Saved entries
++++++

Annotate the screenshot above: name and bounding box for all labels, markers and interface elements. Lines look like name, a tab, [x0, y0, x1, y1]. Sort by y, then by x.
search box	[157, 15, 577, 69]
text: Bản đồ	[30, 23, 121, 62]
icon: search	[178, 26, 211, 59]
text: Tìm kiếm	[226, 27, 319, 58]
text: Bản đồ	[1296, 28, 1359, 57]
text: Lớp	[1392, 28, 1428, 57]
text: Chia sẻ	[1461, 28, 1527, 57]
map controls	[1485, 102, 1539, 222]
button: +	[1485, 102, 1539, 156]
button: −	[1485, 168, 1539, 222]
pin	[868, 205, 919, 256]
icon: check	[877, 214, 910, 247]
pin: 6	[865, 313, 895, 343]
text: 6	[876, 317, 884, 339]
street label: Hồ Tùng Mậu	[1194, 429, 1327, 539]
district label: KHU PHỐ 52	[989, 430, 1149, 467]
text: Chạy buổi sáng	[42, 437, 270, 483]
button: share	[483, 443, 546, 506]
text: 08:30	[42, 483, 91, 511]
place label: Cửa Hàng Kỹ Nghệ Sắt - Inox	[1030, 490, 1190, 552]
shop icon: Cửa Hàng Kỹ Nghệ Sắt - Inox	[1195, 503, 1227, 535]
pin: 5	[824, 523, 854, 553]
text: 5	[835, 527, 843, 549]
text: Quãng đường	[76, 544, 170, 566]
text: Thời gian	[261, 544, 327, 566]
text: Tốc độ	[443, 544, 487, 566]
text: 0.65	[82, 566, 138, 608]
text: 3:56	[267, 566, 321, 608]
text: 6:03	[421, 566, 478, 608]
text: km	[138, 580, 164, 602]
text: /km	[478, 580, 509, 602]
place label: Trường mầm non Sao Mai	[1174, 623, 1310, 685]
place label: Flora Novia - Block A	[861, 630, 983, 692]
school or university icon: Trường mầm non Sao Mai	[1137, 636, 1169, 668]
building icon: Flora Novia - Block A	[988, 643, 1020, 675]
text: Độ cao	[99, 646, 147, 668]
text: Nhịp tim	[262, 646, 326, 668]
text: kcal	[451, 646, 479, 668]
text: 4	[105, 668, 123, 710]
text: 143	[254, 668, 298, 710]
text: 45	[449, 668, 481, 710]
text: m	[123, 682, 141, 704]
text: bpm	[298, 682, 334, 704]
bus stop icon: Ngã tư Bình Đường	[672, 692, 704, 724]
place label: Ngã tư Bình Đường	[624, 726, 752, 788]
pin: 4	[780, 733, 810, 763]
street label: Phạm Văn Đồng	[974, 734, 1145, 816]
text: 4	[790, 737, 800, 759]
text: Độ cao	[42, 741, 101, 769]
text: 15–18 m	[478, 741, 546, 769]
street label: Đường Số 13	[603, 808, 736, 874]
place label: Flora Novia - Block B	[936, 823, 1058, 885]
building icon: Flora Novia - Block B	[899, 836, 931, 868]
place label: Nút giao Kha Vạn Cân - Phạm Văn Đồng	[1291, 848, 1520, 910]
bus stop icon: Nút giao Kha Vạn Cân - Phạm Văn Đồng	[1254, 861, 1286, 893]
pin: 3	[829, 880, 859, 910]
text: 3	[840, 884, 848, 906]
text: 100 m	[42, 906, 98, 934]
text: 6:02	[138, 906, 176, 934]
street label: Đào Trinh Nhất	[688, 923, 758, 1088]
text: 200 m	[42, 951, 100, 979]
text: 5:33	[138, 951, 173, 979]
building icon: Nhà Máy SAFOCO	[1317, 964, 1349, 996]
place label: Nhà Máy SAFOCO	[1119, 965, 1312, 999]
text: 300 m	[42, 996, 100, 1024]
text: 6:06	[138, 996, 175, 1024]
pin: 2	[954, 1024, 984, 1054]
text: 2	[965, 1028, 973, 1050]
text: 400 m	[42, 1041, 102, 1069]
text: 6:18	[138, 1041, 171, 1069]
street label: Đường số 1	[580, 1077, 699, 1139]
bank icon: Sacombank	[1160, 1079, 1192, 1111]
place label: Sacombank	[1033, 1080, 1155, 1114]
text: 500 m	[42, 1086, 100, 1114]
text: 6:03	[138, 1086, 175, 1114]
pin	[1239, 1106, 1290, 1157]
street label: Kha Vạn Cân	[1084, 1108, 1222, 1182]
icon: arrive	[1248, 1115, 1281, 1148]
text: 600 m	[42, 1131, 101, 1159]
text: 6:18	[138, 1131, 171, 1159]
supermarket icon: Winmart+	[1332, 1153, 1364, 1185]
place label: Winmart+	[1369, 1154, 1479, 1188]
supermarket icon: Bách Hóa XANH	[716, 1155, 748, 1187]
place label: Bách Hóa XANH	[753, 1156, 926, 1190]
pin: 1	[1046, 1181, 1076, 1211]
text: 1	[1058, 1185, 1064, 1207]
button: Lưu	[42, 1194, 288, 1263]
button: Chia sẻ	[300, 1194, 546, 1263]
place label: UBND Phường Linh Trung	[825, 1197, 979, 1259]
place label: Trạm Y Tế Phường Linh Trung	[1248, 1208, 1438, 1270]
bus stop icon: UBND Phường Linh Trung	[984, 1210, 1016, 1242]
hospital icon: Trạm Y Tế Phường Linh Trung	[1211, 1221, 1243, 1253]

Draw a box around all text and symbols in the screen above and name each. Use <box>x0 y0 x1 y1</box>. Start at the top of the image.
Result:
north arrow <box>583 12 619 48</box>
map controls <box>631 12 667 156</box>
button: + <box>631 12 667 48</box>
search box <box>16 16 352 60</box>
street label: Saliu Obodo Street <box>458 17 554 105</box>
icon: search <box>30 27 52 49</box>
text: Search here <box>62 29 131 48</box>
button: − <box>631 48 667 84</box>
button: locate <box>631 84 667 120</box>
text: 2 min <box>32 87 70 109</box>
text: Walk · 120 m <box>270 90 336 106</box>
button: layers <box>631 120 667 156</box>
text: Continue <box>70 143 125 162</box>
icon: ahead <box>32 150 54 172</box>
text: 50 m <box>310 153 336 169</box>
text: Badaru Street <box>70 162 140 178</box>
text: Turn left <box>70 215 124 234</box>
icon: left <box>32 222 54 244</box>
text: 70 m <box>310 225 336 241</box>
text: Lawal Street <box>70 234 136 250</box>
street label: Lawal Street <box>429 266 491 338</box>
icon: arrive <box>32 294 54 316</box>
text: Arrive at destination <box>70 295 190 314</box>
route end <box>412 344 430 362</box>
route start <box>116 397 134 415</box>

++++++

### Problem description
Nothing but an exact reproduction of the entries is wanted.

### Answer section
Annotate the screenshot above: name and bounding box for all labels, markers and interface elements. Lines look like name, a tab, [x0, y0, x1, y1]. Sort by y, then by x.
search box	[157, 15, 577, 69]
text: Bản đồ	[30, 23, 121, 62]
icon: search	[178, 26, 211, 59]
text: Tìm kiếm	[226, 27, 319, 58]
text: Bản đồ	[1296, 28, 1359, 57]
text: Lớp	[1392, 28, 1428, 57]
text: Chia sẻ	[1461, 28, 1527, 57]
map controls	[1485, 102, 1539, 222]
button: +	[1485, 102, 1539, 156]
button: −	[1485, 168, 1539, 222]
pin	[868, 205, 919, 256]
icon: check	[877, 214, 910, 247]
pin: 6	[865, 313, 895, 343]
text: 6	[876, 317, 884, 339]
street label: Hồ Tùng Mậu	[1194, 429, 1327, 539]
district label: KHU PHỐ 52	[989, 430, 1149, 467]
text: Chạy buổi sáng	[42, 437, 270, 483]
button: share	[483, 443, 546, 506]
text: 08:30	[42, 483, 91, 511]
place label: Cửa Hàng Kỹ Nghệ Sắt - Inox	[1030, 490, 1190, 552]
shop icon: Cửa Hàng Kỹ Nghệ Sắt - Inox	[1195, 503, 1227, 535]
pin: 5	[824, 523, 854, 553]
text: 5	[835, 527, 843, 549]
text: Quãng đường	[76, 544, 170, 566]
text: Thời gian	[261, 544, 327, 566]
text: Tốc độ	[443, 544, 487, 566]
text: 0.65	[82, 566, 138, 608]
text: 3:56	[267, 566, 321, 608]
text: 6:03	[421, 566, 478, 608]
text: km	[138, 580, 164, 602]
text: /km	[478, 580, 509, 602]
place label: Trường mầm non Sao Mai	[1174, 623, 1310, 685]
place label: Flora Novia - Block A	[861, 630, 983, 692]
school or university icon: Trường mầm non Sao Mai	[1137, 636, 1169, 668]
building icon: Flora Novia - Block A	[988, 643, 1020, 675]
text: Độ cao	[99, 646, 147, 668]
text: Nhịp tim	[262, 646, 326, 668]
text: kcal	[451, 646, 479, 668]
text: 4	[105, 668, 123, 710]
text: 143	[254, 668, 298, 710]
text: 45	[449, 668, 481, 710]
text: m	[123, 682, 141, 704]
text: bpm	[298, 682, 334, 704]
bus stop icon: Ngã tư Bình Đường	[672, 692, 704, 724]
place label: Ngã tư Bình Đường	[624, 726, 752, 788]
pin: 4	[780, 733, 810, 763]
street label: Phạm Văn Đồng	[974, 734, 1145, 816]
text: 4	[790, 737, 800, 759]
text: Độ cao	[42, 741, 101, 769]
text: 15–18 m	[478, 741, 546, 769]
street label: Đường Số 13	[603, 808, 736, 874]
place label: Flora Novia - Block B	[936, 823, 1058, 885]
building icon: Flora Novia - Block B	[899, 836, 931, 868]
place label: Nút giao Kha Vạn Cân - Phạm Văn Đồng	[1291, 848, 1520, 910]
bus stop icon: Nút giao Kha Vạn Cân - Phạm Văn Đồng	[1254, 861, 1286, 893]
pin: 3	[829, 880, 859, 910]
text: 3	[840, 884, 848, 906]
text: 100 m	[42, 906, 98, 934]
text: 6:02	[138, 906, 176, 934]
street label: Đào Trinh Nhất	[688, 923, 758, 1088]
text: 200 m	[42, 951, 100, 979]
text: 5:33	[138, 951, 173, 979]
building icon: Nhà Máy SAFOCO	[1317, 964, 1349, 996]
place label: Nhà Máy SAFOCO	[1119, 965, 1312, 999]
text: 300 m	[42, 996, 100, 1024]
text: 6:06	[138, 996, 175, 1024]
pin: 2	[954, 1024, 984, 1054]
text: 2	[965, 1028, 973, 1050]
text: 400 m	[42, 1041, 102, 1069]
text: 6:18	[138, 1041, 171, 1069]
street label: Đường số 1	[580, 1077, 699, 1139]
bank icon: Sacombank	[1160, 1079, 1192, 1111]
place label: Sacombank	[1033, 1080, 1155, 1114]
text: 500 m	[42, 1086, 100, 1114]
text: 6:03	[138, 1086, 175, 1114]
pin	[1239, 1106, 1290, 1157]
street label: Kha Vạn Cân	[1084, 1108, 1222, 1182]
icon: arrive	[1248, 1115, 1281, 1148]
text: 600 m	[42, 1131, 101, 1159]
text: 6:18	[138, 1131, 171, 1159]
supermarket icon: Winmart+	[1332, 1153, 1364, 1185]
place label: Winmart+	[1369, 1154, 1479, 1188]
supermarket icon: Bách Hóa XANH	[716, 1155, 748, 1187]
place label: Bách Hóa XANH	[753, 1156, 926, 1190]
pin: 1	[1046, 1181, 1076, 1211]
text: 1	[1058, 1185, 1064, 1207]
button: Lưu	[42, 1194, 288, 1263]
button: Chia sẻ	[300, 1194, 546, 1263]
place label: UBND Phường Linh Trung	[825, 1197, 979, 1259]
place label: Trạm Y Tế Phường Linh Trung	[1248, 1208, 1438, 1270]
bus stop icon: UBND Phường Linh Trung	[984, 1210, 1016, 1242]
hospital icon: Trạm Y Tế Phường Linh Trung	[1211, 1221, 1243, 1253]

Draw a box around all text and symbols in the screen above and name each. Use <box>x0 y0 x1 y1</box>. Start at the top of the image.
Result:
north arrow <box>583 12 619 48</box>
map controls <box>631 12 667 156</box>
button: + <box>631 12 667 48</box>
search box <box>16 16 352 60</box>
street label: Saliu Obodo Street <box>458 17 554 105</box>
icon: search <box>30 27 52 49</box>
text: Search here <box>62 29 131 48</box>
button: − <box>631 48 667 84</box>
button: locate <box>631 84 667 120</box>
text: 2 min <box>32 87 70 109</box>
text: Walk · 120 m <box>270 90 336 106</box>
button: layers <box>631 120 667 156</box>
text: Continue <box>70 143 125 162</box>
icon: ahead <box>32 150 54 172</box>
text: 50 m <box>310 153 336 169</box>
text: Badaru Street <box>70 162 140 178</box>
text: Turn left <box>70 215 124 234</box>
icon: left <box>32 222 54 244</box>
text: 70 m <box>310 225 336 241</box>
text: Lawal Street <box>70 234 136 250</box>
street label: Lawal Street <box>429 266 491 338</box>
icon: arrive <box>32 294 54 316</box>
text: Arrive at destination <box>70 295 190 314</box>
route end <box>412 344 430 362</box>
route start <box>116 397 134 415</box>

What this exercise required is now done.